◆ **DATASET RECORDS**:
= = = = = = =

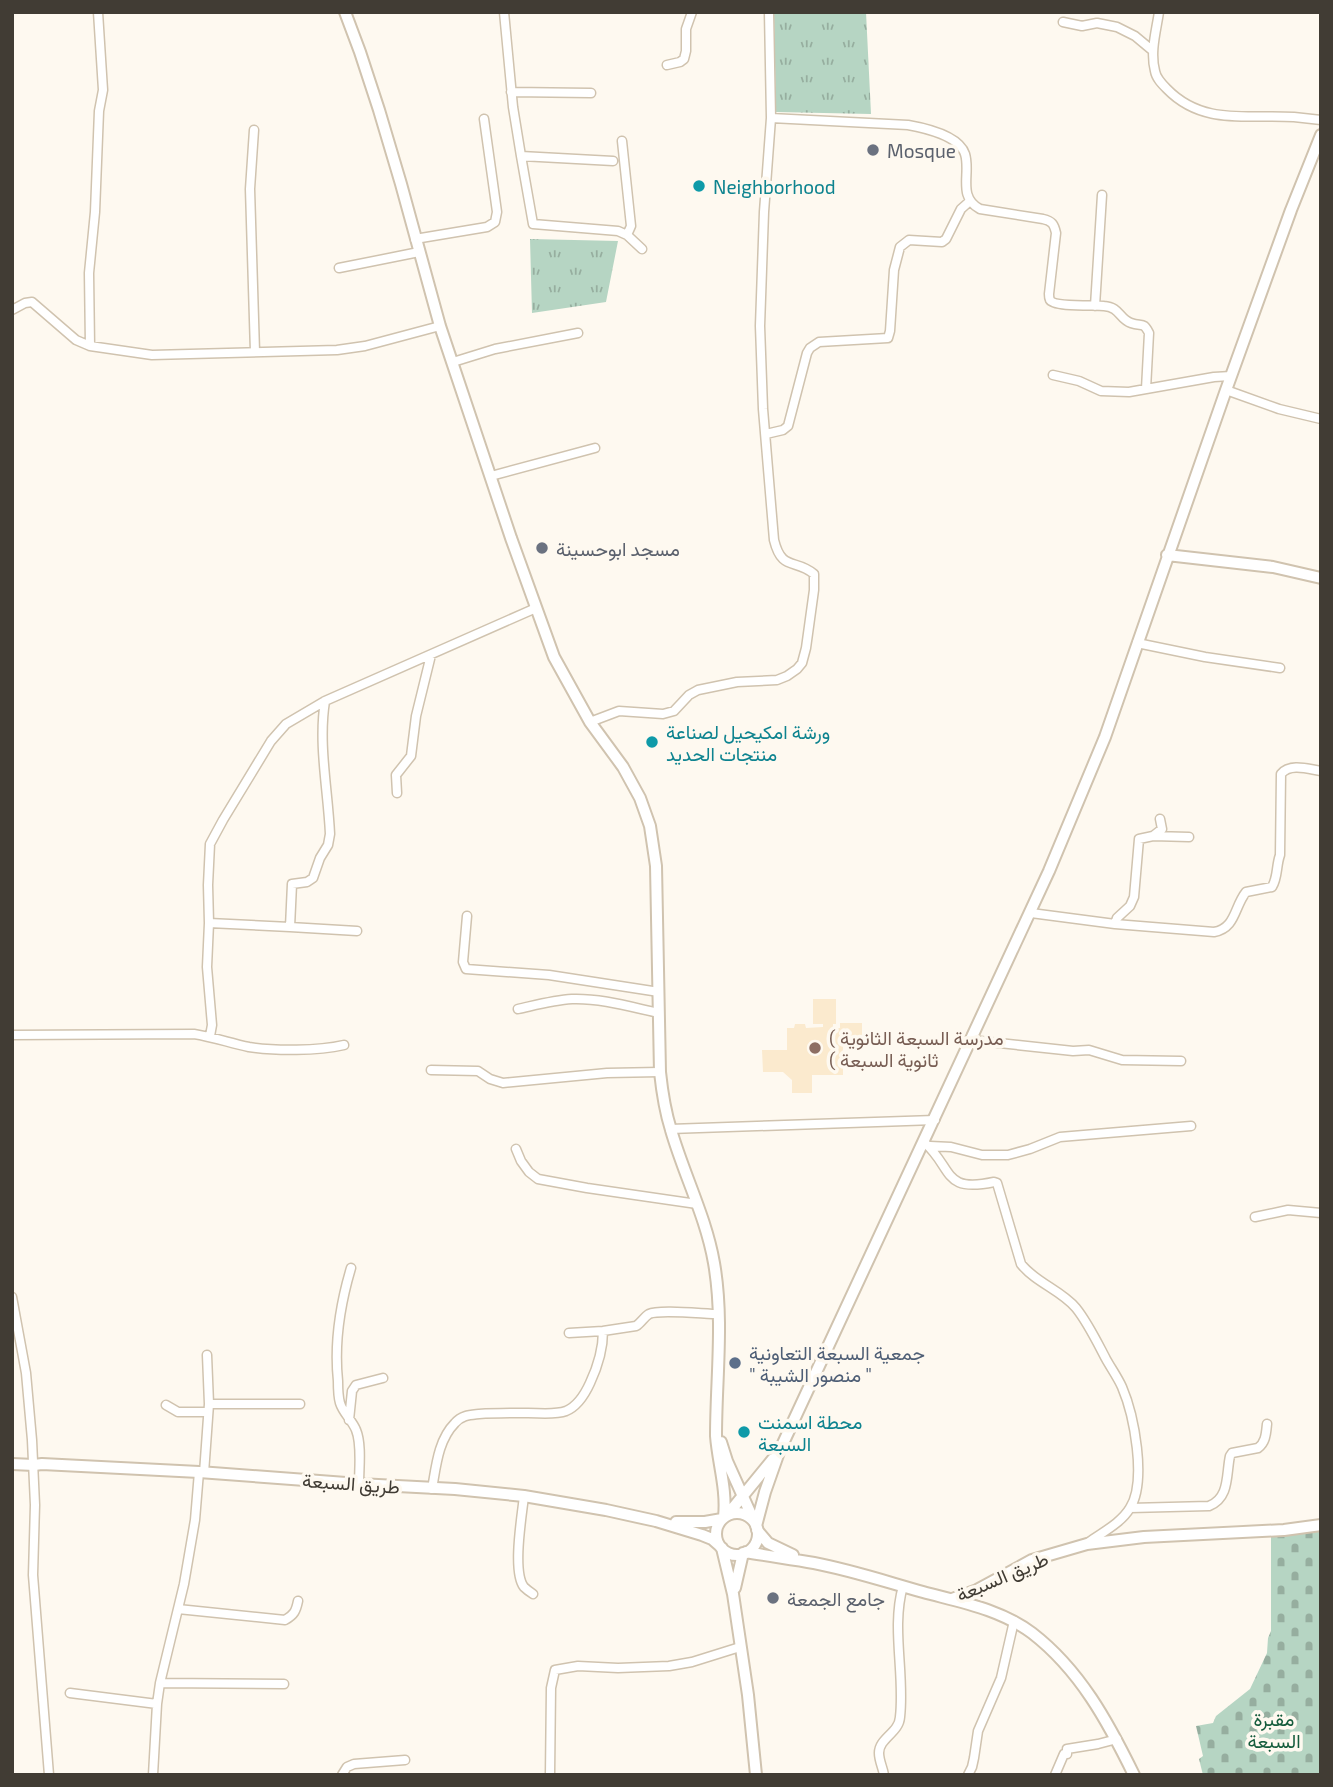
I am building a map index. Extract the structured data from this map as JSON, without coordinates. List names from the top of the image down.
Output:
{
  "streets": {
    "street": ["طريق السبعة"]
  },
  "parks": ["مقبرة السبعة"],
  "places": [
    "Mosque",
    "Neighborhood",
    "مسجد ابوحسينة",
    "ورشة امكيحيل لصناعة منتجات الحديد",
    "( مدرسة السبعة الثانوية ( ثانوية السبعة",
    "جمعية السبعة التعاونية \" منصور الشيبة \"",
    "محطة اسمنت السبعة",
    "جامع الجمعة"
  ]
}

= = = = = = =

◆ **PROBLEM REQUIREMENTS**:
Set down the material word for word, and drop every picture from it.

◆ **RESULT OF THIS TASK**:
I am building a map index. Extract the structured data from this map as JSON, without coordinates. List names from the top of the image down.
Output:
{
  "streets": {
    "street": ["طريق السبعة"]
  },
  "parks": ["مقبرة السبعة"],
  "places": [
    "Mosque",
    "Neighborhood",
    "مسجد ابوحسينة",
    "ورشة امكيحيل لصناعة منتجات الحديد",
    "( مدرسة السبعة الثانوية ( ثانوية السبعة",
    "جمعية السبعة التعاونية \" منصور الشيبة \"",
    "محطة اسمنت السبعة",
    "جامع الجمعة"
  ]
}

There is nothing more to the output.